Access details include a ChatGPT Plus cap of 100 messages every four hours for GPT-4, and the interface offers model choices that include a slower “reasoning” option. The overall takeaway from these first impressions is clear: GPT-4’s longer context, stronger critique-and-generation loop, and image understanding broaden what can be attempted in a single conversation—while safety and alignment work aims to keep those capabilities usable rather than chaotic.
Cornell Notes
GPT-4 brings a step-change in what can fit into one prompt—8,192 tokens by default and an announced 32k context mode (framed as ~50 pages). That expanded context supports longer writing, deeper analysis, and fewer interruptions for summarization. Early tests through ChatGPT Plus show GPT-4 can critique a story by pointing to specific issues (predictability, weak character development, pacing, clichés, and inconsistencies) and then rewrite it with more developed language. It also follows complex, multi-step instructions, even for unrealistic scenarios like transporting snow from Norway to the Sahara, while addressing practical and impact considerations. A key differentiator is multimodal input: GPT-4 can interpret images and answer questions about diagrams, products, and unusual scenes.
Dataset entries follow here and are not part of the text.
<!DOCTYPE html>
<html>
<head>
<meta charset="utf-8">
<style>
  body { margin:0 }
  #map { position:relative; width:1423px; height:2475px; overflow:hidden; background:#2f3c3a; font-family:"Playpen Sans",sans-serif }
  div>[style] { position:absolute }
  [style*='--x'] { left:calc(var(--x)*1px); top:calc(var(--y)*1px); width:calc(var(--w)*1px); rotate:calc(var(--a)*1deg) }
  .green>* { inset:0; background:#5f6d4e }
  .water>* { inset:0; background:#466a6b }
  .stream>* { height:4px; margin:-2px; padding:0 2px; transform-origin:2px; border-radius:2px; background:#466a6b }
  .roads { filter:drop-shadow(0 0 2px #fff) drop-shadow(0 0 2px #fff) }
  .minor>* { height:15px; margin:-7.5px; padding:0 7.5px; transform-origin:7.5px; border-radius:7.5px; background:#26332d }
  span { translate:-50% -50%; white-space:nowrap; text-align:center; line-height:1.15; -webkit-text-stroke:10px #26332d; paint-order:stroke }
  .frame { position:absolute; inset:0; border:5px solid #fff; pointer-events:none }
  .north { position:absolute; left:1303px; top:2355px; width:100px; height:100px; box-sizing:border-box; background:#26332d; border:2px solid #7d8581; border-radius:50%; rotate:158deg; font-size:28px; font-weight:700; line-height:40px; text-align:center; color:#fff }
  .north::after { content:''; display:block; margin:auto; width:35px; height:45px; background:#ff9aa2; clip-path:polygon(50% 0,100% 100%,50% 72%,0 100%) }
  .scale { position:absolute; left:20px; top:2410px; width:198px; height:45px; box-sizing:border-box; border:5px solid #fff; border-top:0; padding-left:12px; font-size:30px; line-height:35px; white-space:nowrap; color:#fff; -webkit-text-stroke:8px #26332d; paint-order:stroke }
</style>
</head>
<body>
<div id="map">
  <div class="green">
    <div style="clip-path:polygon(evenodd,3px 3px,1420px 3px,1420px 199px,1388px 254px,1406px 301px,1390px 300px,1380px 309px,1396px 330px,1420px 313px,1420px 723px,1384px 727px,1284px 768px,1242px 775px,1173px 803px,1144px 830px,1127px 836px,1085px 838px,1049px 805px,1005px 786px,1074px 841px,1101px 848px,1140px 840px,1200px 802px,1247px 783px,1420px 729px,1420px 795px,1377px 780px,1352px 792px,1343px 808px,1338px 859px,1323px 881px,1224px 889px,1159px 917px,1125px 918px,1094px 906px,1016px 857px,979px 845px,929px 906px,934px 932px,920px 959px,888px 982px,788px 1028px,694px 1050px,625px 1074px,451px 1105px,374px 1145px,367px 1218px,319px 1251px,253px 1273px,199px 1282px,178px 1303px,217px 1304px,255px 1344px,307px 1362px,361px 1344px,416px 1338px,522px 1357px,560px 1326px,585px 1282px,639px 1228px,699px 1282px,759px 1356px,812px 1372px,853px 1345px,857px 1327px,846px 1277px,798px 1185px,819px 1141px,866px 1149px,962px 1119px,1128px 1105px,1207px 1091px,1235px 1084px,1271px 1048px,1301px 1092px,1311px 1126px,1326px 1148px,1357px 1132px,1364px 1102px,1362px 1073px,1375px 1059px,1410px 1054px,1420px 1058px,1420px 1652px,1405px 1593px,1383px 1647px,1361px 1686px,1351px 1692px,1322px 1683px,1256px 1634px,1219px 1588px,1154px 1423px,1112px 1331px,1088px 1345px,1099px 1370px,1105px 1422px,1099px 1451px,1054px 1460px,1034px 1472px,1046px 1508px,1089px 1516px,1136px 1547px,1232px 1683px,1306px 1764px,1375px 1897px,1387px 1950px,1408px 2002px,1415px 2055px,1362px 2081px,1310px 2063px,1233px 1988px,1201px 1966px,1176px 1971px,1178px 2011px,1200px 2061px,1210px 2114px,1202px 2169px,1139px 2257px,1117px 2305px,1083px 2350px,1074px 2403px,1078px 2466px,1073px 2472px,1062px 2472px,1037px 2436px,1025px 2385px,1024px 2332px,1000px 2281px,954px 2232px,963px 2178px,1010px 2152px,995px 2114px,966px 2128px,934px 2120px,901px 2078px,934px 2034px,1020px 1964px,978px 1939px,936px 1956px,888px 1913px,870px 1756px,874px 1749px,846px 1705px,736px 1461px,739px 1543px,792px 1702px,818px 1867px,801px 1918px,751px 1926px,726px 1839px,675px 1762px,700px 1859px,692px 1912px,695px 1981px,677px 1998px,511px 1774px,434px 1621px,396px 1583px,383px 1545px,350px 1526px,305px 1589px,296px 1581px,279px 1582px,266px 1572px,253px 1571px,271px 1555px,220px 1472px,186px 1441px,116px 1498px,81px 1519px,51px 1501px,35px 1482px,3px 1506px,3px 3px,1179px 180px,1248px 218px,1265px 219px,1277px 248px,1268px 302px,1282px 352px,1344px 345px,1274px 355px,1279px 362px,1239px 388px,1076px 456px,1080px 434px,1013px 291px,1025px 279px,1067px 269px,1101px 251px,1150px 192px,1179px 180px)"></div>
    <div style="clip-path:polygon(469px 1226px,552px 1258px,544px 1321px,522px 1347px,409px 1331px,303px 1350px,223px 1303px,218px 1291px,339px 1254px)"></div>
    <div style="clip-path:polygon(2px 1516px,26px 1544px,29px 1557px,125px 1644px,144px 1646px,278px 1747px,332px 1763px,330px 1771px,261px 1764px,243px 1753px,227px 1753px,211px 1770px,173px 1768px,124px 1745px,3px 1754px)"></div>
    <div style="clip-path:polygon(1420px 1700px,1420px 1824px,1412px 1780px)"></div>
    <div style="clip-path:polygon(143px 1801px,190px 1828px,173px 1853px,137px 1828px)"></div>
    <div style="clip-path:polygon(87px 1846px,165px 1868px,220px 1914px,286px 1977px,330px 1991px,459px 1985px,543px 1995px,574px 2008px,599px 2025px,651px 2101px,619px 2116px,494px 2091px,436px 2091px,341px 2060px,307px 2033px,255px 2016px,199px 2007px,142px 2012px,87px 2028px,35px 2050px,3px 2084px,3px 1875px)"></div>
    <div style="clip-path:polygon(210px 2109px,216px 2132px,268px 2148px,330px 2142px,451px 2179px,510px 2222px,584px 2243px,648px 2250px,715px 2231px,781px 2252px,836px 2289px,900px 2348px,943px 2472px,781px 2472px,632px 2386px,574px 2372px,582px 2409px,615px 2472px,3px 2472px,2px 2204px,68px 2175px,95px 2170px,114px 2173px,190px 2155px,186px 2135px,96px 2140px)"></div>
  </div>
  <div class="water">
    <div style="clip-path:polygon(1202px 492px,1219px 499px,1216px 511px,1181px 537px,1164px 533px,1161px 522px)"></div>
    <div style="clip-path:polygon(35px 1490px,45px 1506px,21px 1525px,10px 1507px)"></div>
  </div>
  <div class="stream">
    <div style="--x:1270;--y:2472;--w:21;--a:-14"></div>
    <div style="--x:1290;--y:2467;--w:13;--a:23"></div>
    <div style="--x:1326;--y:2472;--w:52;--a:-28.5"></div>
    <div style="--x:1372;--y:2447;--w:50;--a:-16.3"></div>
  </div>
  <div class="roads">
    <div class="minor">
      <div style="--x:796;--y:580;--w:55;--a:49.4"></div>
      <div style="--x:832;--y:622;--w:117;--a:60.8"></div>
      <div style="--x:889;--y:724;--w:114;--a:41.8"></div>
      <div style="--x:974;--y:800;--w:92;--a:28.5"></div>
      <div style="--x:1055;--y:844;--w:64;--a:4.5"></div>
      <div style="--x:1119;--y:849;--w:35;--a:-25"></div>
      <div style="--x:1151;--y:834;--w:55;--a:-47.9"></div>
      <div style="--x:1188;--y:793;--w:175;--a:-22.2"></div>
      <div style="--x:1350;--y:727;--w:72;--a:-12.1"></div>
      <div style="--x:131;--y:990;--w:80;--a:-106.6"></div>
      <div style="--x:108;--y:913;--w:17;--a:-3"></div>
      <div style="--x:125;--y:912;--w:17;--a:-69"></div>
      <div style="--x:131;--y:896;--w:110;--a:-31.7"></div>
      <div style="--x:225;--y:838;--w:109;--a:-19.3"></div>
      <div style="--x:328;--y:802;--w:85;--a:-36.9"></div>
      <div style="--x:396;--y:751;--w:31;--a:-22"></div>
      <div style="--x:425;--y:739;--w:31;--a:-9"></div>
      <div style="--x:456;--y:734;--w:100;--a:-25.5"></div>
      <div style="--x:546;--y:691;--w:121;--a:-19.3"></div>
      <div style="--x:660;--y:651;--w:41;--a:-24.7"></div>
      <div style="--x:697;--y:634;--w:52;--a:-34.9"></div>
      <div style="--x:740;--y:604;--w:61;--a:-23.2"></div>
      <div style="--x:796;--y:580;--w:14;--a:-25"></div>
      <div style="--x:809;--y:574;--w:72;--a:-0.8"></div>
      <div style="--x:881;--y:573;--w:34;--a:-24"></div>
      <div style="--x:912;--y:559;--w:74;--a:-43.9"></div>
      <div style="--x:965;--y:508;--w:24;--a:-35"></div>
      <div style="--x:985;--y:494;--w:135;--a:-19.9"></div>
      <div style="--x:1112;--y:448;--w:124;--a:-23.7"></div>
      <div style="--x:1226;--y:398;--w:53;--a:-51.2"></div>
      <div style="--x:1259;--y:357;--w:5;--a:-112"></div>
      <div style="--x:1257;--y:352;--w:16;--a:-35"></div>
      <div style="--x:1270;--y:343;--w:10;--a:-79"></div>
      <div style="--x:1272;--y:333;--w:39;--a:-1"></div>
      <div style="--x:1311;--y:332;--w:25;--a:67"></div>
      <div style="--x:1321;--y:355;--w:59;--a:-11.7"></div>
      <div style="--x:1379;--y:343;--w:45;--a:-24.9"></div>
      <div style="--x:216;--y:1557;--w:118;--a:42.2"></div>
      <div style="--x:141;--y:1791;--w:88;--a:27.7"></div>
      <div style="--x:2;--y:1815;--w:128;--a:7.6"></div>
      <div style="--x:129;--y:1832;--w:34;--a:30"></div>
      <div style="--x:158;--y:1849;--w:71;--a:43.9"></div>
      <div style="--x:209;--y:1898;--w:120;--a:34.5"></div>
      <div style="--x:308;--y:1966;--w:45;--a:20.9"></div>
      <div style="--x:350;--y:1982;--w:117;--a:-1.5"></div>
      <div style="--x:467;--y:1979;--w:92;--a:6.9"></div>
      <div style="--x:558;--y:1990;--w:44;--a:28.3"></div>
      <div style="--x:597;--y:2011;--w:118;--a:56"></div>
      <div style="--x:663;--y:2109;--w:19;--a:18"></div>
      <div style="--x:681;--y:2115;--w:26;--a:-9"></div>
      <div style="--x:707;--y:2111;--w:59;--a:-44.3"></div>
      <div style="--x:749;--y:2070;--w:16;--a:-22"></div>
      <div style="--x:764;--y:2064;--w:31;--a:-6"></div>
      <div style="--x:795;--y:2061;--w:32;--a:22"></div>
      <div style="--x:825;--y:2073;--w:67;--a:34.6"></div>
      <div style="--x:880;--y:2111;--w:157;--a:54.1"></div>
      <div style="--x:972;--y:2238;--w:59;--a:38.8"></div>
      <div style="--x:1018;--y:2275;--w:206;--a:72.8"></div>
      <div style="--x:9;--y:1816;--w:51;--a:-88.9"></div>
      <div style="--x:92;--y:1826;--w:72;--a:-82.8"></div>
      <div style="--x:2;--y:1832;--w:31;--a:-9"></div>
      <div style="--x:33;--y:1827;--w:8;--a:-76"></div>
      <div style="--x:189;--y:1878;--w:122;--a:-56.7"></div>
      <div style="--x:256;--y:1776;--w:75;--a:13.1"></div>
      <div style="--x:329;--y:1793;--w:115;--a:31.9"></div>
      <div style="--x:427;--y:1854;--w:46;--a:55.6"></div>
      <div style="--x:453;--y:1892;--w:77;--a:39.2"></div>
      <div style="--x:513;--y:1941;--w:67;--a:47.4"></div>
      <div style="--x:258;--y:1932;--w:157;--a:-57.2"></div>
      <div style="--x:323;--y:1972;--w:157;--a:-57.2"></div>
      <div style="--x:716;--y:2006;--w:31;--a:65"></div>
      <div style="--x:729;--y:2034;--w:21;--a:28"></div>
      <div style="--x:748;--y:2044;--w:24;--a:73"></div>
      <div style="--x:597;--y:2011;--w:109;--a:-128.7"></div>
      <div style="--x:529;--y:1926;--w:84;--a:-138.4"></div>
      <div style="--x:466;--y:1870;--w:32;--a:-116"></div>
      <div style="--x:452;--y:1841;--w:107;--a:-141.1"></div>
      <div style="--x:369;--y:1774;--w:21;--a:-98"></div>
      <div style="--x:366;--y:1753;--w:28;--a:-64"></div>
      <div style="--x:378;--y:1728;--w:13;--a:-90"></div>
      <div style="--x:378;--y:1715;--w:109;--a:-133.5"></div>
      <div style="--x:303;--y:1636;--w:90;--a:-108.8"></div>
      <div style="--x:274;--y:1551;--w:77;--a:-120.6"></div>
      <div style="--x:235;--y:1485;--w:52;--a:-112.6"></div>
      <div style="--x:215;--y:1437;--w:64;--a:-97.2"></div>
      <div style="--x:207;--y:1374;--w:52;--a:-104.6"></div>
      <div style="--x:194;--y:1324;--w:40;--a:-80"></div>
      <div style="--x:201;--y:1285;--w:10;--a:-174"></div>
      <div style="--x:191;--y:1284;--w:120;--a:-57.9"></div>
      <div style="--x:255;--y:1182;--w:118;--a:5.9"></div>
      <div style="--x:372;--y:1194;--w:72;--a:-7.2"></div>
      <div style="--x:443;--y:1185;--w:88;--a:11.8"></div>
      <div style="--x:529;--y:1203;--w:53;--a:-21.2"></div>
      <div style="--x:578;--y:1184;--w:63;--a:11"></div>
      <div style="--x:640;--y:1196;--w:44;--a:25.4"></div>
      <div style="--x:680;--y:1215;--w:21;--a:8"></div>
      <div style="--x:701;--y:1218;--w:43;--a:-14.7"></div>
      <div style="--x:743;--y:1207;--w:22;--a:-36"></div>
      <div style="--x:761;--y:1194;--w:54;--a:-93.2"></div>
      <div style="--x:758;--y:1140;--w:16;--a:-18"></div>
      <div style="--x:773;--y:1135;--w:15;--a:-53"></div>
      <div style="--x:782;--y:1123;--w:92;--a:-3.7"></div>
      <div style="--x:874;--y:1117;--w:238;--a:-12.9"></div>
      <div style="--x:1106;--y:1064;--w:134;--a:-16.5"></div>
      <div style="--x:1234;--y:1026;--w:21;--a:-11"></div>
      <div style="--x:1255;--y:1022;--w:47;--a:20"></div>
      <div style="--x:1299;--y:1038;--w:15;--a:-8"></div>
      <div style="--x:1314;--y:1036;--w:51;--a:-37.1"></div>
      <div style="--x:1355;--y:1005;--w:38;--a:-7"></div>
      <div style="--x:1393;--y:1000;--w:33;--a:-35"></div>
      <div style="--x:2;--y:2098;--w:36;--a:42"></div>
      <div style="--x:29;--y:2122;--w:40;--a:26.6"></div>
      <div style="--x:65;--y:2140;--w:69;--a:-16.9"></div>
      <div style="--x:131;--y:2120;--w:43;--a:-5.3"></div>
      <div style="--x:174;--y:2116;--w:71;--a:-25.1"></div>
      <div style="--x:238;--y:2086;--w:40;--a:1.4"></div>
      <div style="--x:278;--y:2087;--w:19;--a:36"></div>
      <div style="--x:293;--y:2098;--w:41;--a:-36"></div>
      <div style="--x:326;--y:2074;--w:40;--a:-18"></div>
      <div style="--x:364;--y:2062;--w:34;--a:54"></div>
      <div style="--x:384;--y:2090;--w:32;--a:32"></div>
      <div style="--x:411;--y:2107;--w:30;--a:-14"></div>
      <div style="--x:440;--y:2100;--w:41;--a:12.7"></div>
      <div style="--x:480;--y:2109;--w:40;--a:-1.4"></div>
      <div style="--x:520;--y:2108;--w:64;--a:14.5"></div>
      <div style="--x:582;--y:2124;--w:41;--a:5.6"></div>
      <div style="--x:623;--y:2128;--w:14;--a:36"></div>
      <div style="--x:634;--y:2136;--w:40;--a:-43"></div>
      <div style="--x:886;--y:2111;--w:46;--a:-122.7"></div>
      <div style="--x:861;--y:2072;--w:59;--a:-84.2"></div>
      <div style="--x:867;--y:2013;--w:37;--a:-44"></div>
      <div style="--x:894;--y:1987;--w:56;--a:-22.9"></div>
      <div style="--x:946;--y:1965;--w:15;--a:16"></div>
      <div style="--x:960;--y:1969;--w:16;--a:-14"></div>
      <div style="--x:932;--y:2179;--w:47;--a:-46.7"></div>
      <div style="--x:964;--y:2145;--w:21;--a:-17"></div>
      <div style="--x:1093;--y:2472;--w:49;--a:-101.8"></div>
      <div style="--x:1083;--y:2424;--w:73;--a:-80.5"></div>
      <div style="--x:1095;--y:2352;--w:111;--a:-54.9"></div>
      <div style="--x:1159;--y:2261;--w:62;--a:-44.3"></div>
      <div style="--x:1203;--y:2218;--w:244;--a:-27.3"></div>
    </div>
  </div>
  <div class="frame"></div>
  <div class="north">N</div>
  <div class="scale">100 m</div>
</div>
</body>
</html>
What does GPT-4’s context window change for real tasks?
How does GPT-4 perform in a critique-and-rewrite workflow?
Why is the “snow from Norway to the Sahara” prompt a useful demonstration?
What does multimodal capability add compared with text-only prompting?
What access and usage constraints matter when trying GPT-4 in ChatGPT Plus?
Review Questions
- How do the 8,192-token and 32k-token context claims affect what kinds of prompts can be completed in one pass?
- Describe the specific categories of weaknesses GPT-4 identified in the dragon-rider story, and explain how those categories influenced the rewrite.
- Give two examples of image-based tasks GPT-4 can handle from the transcript, and explain what the model had to infer from the visuals.
Key Points
- 1
GPT-4’s announced context length is 8,192 tokens, with an additional 32k context mode framed as about 50 pages of text.
- 2
ChatGPT Plus provides GPT-4 access with a cap of 100 messages every four hours, and model choices that trade speed for reasoning.
- 3
A critique-and-rewrite loop can work effectively: GPT-4 can identify story problems (predictability, character development, pacing, clichés, inconsistencies) and then revise the prose accordingly.
- 4
Complex, multi-step instructions—even unrealistic ones—can be converted into structured plans with practical steps and impact considerations.
- 5
GPT-4’s multimodal capability allows it to interpret images and answer questions about diagrams, product images, and unusual real-world scenes.
- 6
OpenAI highlights months of safety and alignment work to make GPT-4 outputs more usable and aligned with user intent.